Can I Get Cancer From My Microwave Oven?


Microwave ovens are a standard convenience in virtually every home. We use them regularly for meals and snacks. We use them to heat up lunches at work. We even use them to heat frozen foods at convenience stores. Are they safe? Yes, and here's some information on how they work.

How they work

Microwaves heat your food with radiofrequency radiation. We call it "RF radiation." When it strikes water molecules, it causes them to vibrate, creating heat. Microwave ovens take advantage of this property. They bombard food with RF radiation. This vibrates the water molecules inside the food, heating up your dinner.
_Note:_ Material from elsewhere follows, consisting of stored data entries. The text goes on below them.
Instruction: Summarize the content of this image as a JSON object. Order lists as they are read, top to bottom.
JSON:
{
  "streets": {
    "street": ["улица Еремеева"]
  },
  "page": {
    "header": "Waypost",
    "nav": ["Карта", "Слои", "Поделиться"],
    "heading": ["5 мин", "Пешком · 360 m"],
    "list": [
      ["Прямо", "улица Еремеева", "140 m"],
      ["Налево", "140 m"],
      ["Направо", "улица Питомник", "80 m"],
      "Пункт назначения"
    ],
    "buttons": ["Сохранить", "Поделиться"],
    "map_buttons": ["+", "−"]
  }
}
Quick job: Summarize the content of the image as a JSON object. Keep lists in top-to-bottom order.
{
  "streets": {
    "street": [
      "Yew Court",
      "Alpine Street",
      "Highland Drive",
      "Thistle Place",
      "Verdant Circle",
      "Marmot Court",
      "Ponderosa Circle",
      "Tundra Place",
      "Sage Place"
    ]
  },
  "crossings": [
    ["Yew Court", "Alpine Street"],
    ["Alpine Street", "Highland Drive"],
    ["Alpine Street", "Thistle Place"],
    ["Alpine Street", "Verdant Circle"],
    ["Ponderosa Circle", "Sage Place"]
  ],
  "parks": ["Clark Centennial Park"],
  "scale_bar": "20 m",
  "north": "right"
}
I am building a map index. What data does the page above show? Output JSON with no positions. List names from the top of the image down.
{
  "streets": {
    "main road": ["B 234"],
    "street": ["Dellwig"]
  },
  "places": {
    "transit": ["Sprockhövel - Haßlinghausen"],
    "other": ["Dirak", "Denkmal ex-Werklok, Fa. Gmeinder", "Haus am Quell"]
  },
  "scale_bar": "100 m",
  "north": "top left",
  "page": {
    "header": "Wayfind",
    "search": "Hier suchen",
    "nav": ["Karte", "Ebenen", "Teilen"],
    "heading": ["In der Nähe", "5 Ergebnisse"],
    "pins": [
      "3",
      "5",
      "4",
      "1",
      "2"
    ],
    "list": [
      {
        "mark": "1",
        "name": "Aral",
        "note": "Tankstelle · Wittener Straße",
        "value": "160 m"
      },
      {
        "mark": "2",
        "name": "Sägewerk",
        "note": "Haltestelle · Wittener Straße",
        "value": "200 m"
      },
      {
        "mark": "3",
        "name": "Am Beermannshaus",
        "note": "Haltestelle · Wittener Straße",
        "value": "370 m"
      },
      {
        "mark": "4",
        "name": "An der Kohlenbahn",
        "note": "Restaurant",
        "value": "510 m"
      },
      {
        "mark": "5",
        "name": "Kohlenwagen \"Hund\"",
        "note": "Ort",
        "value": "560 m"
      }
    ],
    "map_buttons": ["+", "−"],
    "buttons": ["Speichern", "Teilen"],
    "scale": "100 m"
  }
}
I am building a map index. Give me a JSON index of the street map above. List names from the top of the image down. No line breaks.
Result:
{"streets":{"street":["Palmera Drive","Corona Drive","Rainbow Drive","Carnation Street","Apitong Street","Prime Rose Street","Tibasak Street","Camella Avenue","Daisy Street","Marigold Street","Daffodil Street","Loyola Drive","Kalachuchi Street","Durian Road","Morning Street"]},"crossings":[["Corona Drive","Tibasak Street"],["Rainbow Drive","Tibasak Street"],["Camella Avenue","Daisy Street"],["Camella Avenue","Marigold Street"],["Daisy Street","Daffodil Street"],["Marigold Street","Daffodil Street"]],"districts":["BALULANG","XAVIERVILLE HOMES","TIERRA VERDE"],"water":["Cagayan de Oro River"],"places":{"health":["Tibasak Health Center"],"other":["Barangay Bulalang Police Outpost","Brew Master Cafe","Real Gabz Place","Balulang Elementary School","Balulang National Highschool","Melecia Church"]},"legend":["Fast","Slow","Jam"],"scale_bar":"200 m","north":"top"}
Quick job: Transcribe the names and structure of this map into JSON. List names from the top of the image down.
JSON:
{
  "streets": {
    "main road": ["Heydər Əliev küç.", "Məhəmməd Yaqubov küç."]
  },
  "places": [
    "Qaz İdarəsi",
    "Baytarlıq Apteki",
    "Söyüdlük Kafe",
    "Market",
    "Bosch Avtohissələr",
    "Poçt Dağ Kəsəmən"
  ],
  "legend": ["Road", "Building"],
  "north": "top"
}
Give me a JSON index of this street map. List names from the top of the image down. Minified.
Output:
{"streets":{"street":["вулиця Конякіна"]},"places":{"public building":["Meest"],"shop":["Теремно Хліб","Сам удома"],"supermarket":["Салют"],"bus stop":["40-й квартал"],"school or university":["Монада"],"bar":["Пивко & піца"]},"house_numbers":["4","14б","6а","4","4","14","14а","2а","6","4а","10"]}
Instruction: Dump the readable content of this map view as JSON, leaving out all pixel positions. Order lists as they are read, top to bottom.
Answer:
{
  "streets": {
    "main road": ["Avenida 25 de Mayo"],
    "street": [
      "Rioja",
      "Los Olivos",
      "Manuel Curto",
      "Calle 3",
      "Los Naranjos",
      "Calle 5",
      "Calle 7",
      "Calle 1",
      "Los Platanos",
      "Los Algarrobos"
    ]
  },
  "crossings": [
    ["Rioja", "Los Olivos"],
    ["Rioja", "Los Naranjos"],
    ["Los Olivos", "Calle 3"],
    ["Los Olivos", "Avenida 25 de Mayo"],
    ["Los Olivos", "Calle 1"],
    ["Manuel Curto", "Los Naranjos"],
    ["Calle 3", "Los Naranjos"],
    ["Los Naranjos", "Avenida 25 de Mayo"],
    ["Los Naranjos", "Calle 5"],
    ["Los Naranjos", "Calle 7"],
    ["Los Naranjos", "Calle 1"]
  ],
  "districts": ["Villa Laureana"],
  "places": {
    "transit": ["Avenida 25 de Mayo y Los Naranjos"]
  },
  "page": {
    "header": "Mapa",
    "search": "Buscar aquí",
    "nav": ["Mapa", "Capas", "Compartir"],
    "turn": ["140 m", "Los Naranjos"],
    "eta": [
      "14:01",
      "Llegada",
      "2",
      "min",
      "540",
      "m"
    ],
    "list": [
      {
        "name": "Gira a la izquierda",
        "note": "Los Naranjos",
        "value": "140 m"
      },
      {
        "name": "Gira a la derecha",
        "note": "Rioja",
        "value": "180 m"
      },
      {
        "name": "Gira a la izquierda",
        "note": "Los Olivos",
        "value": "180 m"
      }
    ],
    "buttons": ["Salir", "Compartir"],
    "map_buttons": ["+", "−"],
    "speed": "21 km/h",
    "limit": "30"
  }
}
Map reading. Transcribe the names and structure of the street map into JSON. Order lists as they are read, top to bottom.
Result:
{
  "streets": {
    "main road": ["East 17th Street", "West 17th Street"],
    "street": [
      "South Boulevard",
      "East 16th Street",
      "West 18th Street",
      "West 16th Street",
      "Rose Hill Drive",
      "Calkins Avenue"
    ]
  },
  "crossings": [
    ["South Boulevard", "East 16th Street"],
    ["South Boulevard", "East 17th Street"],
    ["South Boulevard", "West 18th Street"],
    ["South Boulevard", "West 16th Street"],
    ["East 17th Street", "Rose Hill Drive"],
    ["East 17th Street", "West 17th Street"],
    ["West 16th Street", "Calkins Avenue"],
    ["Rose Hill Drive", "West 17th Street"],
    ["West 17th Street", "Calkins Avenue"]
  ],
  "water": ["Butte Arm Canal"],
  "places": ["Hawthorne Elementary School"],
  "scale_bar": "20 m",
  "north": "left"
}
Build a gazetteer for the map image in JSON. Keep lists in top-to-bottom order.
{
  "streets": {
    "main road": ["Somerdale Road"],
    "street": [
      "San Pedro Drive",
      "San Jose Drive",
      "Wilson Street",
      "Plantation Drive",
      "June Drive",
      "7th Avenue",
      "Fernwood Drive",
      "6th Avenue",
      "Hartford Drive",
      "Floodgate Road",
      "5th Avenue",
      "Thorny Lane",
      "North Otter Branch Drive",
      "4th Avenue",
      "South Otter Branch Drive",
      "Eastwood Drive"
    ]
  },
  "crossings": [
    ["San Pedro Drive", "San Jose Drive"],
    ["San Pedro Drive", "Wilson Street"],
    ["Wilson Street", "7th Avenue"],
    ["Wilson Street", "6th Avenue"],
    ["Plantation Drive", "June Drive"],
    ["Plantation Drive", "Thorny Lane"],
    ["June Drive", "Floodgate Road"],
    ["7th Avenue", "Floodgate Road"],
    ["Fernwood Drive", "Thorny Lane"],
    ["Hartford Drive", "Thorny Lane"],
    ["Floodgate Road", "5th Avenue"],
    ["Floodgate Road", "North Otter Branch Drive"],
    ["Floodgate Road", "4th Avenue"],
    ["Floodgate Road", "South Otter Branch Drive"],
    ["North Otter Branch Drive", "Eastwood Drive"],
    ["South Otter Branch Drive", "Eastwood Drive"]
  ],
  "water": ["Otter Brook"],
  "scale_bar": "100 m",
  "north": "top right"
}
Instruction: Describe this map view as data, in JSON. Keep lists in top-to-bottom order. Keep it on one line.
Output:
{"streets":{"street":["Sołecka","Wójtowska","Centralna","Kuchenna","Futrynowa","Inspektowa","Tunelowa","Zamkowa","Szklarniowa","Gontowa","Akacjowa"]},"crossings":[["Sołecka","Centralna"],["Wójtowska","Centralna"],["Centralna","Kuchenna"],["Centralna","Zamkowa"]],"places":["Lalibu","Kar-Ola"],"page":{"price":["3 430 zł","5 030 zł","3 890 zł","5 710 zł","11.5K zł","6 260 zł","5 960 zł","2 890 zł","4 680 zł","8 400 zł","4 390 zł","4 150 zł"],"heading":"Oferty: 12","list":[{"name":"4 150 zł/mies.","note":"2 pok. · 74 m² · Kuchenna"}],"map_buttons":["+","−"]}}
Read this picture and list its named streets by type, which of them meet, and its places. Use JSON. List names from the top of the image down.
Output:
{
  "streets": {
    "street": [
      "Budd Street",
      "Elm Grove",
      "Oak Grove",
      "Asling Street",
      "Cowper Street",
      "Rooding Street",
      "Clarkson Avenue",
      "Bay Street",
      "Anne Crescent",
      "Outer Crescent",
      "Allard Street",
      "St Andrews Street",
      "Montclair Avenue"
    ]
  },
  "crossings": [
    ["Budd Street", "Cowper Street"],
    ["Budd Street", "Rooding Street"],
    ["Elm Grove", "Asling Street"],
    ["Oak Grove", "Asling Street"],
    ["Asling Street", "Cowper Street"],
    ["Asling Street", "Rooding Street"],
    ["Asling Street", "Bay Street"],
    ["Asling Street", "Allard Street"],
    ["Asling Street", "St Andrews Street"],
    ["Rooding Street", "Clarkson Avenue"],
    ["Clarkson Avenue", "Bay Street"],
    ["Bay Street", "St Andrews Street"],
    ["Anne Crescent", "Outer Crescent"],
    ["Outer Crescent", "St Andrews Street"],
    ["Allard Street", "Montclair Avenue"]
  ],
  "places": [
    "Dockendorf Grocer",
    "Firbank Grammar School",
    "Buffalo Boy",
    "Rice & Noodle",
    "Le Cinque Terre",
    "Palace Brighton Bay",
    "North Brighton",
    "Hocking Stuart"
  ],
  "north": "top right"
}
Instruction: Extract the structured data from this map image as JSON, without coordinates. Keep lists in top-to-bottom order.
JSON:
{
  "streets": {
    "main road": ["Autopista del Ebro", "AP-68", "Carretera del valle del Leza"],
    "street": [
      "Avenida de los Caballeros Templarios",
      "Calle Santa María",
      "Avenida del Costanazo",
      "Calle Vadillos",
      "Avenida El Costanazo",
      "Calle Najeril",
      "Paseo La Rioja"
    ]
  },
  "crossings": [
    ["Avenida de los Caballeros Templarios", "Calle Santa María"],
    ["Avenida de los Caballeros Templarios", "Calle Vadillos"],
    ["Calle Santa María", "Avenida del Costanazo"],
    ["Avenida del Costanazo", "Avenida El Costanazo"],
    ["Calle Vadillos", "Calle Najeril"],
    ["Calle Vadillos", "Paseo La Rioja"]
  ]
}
Isn't radiation bad for me?

But wait, isn't radiation a bad thing? Well, although it sounds scary, RF radiation isn't like gamma rays, x-rays or UV radiation. Those have high energy waves. They can damage the DNA in your cells, which is what causes cancer. RF radiation has low energy waves. If you were exposed to the RF radiation inside a microwave oven, it would heat up your tissues. It could even cause a burn. But we haven't found a link between RF radiation and DNA damage. And it doesn't make your food radioactive.


Your microwave oven is built to contain the RF energy inside it. As long as your microwave isn't damaged, it's safe for you to use. It won't pose a health risk, and it won't make your food unsafe to eat. So feel free to microwave without fear.